» **What to do**:
Count up the lines below that include the string "проезд" and report the number by itself.
◆ ◆ ◆ ◆ ◆ ◆ ◆
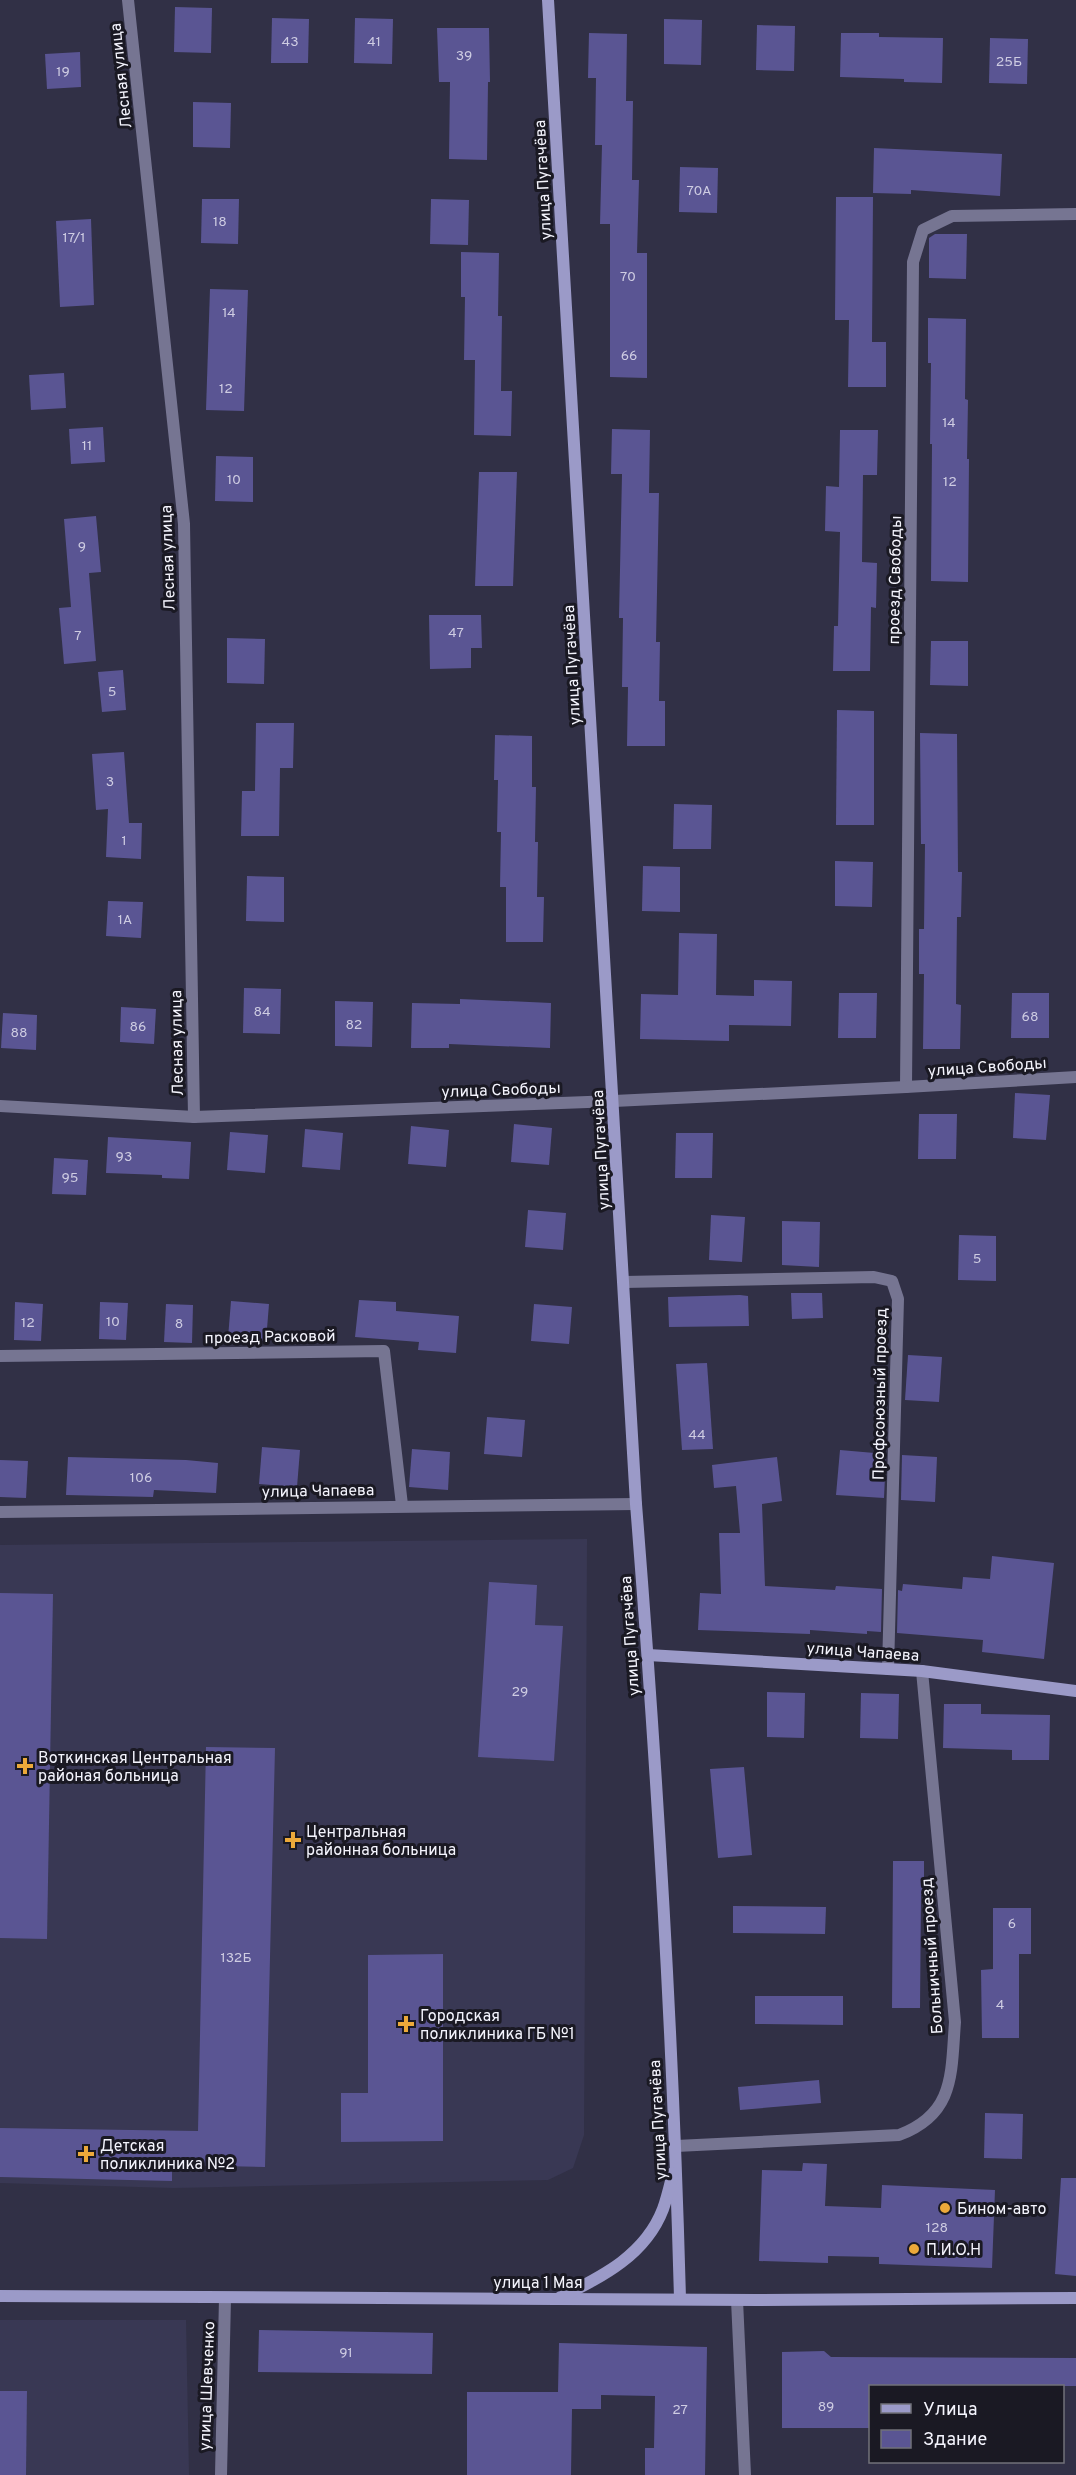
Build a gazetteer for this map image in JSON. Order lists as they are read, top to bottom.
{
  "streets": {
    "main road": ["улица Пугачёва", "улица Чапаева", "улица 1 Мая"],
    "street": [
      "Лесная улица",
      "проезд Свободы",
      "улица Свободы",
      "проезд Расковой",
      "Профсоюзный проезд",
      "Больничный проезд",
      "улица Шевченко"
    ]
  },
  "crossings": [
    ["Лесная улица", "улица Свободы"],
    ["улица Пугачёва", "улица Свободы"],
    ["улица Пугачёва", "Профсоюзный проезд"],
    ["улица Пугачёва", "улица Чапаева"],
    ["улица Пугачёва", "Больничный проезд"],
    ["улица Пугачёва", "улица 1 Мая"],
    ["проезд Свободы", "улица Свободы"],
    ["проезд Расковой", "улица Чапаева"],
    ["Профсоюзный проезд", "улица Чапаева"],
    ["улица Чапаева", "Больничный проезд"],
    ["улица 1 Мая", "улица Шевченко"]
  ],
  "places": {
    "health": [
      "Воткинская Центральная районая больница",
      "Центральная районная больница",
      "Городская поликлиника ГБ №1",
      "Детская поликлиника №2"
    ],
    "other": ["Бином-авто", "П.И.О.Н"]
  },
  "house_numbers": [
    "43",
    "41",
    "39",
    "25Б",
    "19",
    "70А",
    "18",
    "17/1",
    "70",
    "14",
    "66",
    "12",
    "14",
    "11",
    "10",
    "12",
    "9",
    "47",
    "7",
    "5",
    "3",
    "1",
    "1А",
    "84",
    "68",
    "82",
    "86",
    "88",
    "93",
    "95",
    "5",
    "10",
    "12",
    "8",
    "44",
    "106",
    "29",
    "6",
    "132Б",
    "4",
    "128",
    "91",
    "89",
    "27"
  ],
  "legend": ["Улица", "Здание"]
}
◆ ◆ ◆ ◆ ◆ ◆ ◆
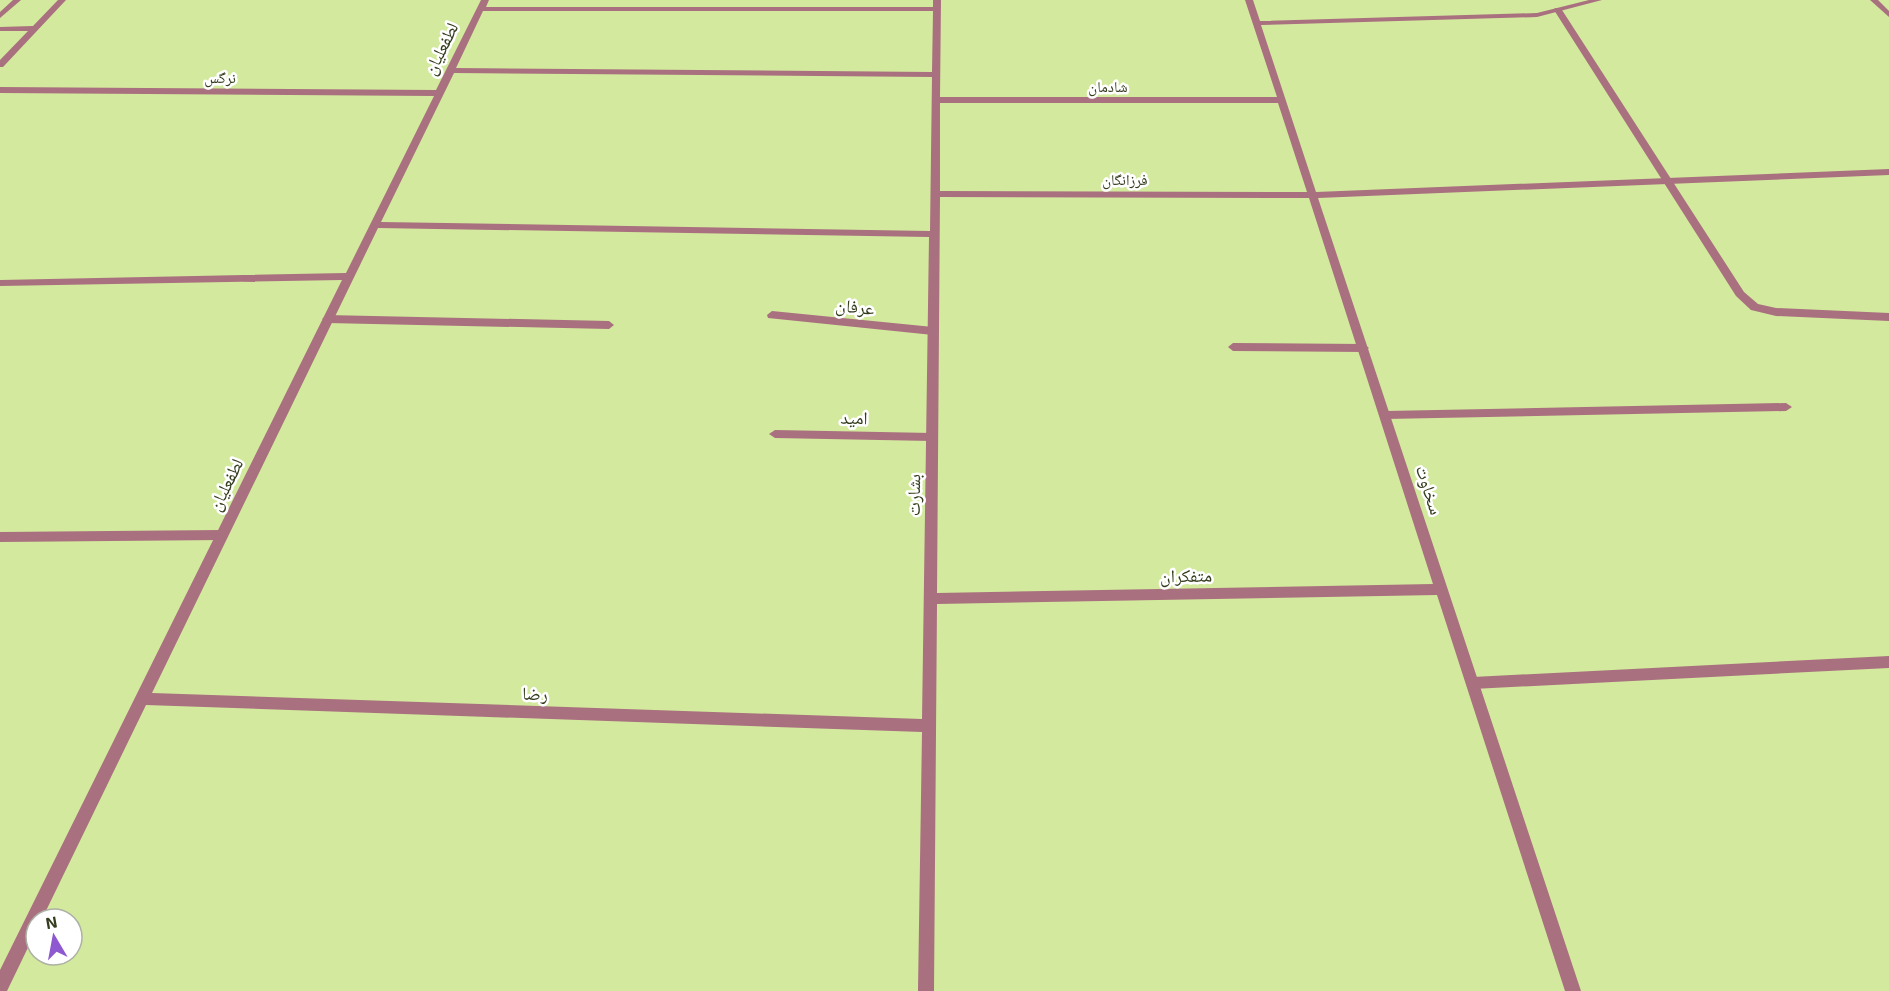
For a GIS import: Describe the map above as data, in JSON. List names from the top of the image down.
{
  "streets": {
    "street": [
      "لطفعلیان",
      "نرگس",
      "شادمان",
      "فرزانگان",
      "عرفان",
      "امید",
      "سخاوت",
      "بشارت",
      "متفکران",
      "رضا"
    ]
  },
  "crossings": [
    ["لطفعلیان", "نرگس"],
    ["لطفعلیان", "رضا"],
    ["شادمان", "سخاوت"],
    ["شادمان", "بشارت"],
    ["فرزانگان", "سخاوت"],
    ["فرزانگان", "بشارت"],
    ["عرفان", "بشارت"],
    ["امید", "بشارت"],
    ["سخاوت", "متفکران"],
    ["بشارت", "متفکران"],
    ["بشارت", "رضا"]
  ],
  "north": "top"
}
◆ ◆ ◆ ◆ ◆ ◆ ◆
» **Completed task**:
10